DATA TO USE Block Start

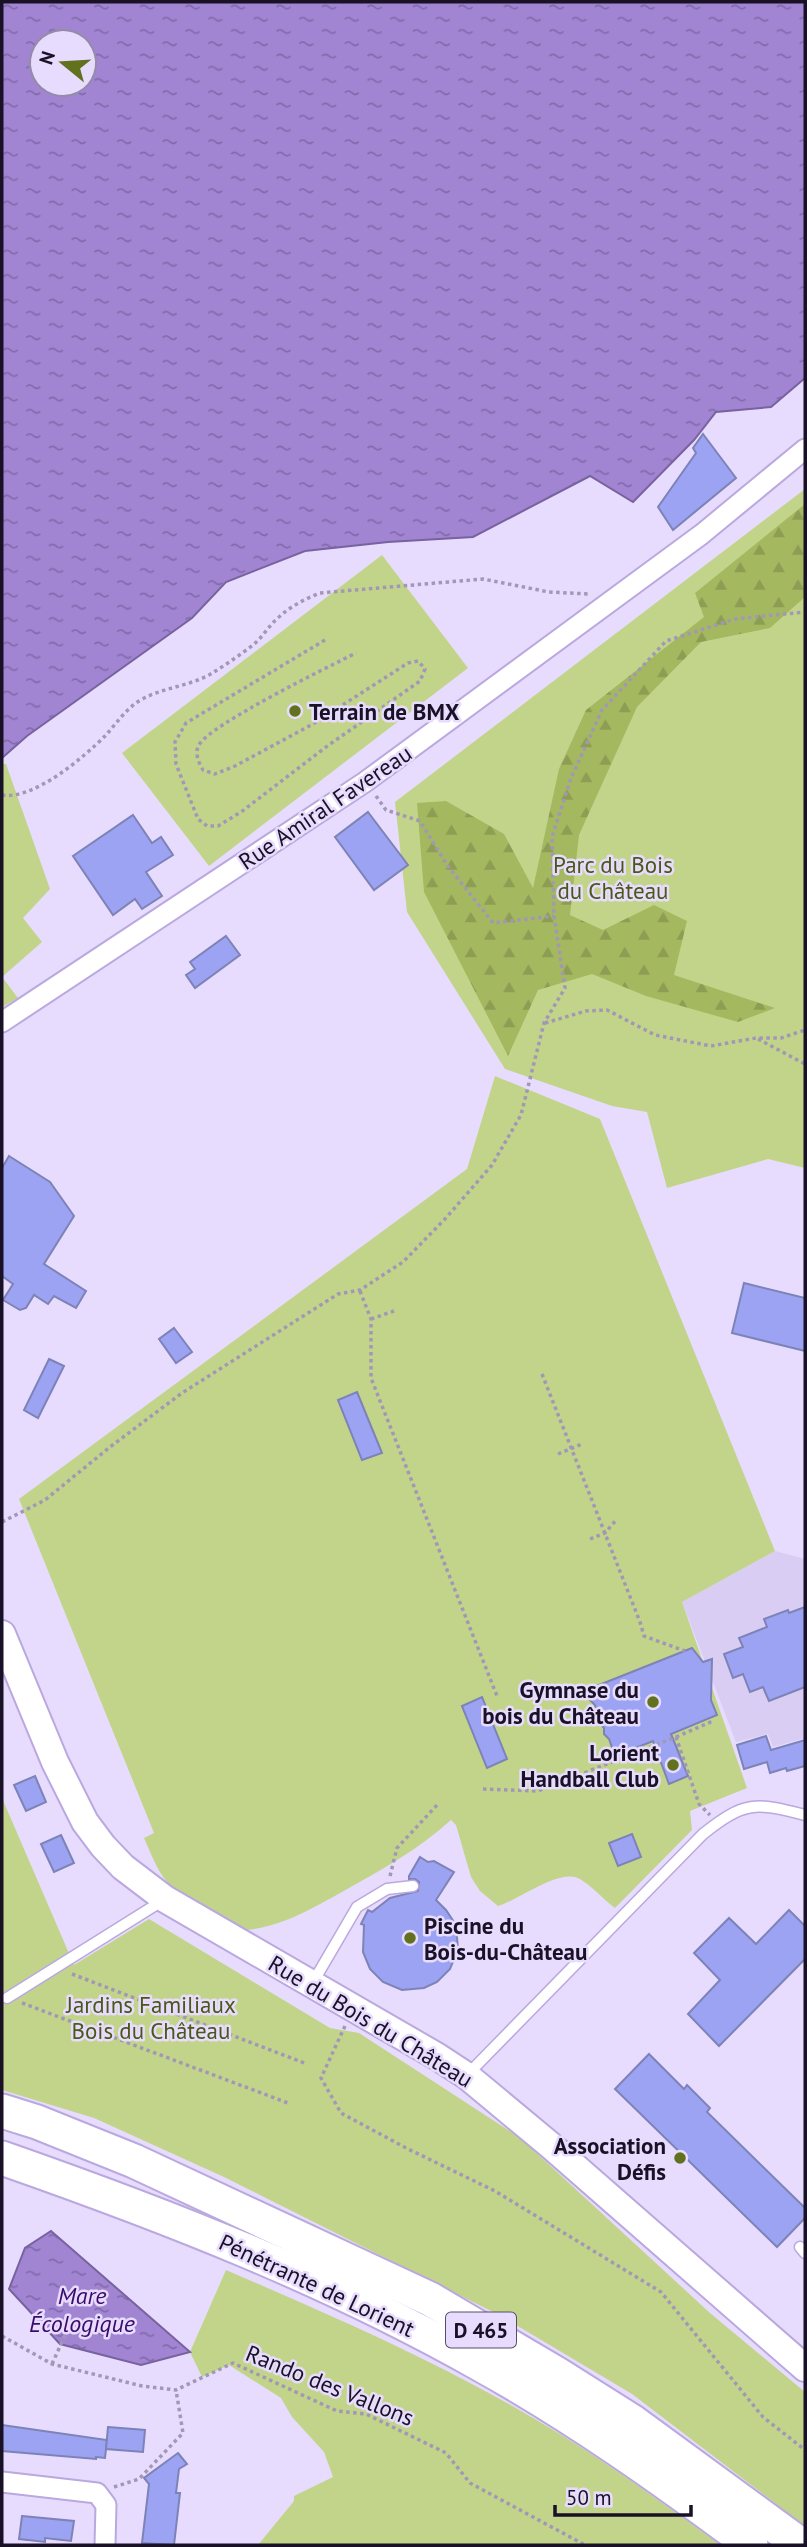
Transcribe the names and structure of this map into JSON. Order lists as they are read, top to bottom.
{
  "streets": {
    "highway": ["Pénétrante de Lorient", "D 465"],
    "street": ["Rue Amiral Favereau", "Rue du Bois du Château"],
    "path": ["Rando des Vallons"]
  },
  "water": ["Mare Écologique"],
  "parks": ["Parc du Bois du Château", "Jardins Familiaux Bois du Château"],
  "places": [
    "Terrain de BMX",
    "Gymnase du bois du Château",
    "Lorient Handball Club",
    "Piscine du Bois-du-Château",
    "Association Défis"
  ],
  "scale_bar": "50 m",
  "north": "left"
}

DATA TO USE Block End

§ WHAT IS BEING ASKED
The answer must restate every entry word for word, with the pictures left out.

§ EXERCISE SOLUTION
Transcribe the names and structure of this map into JSON. Order lists as they are read, top to bottom.
{
  "streets": {
    "highway": ["Pénétrante de Lorient", "D 465"],
    "street": ["Rue Amiral Favereau", "Rue du Bois du Château"],
    "path": ["Rando des Vallons"]
  },
  "water": ["Mare Écologique"],
  "parks": ["Parc du Bois du Château", "Jardins Familiaux Bois du Château"],
  "places": [
    "Terrain de BMX",
    "Gymnase du bois du Château",
    "Lorient Handball Club",
    "Piscine du Bois-du-Château",
    "Association Défis"
  ],
  "scale_bar": "50 m",
  "north": "left"
}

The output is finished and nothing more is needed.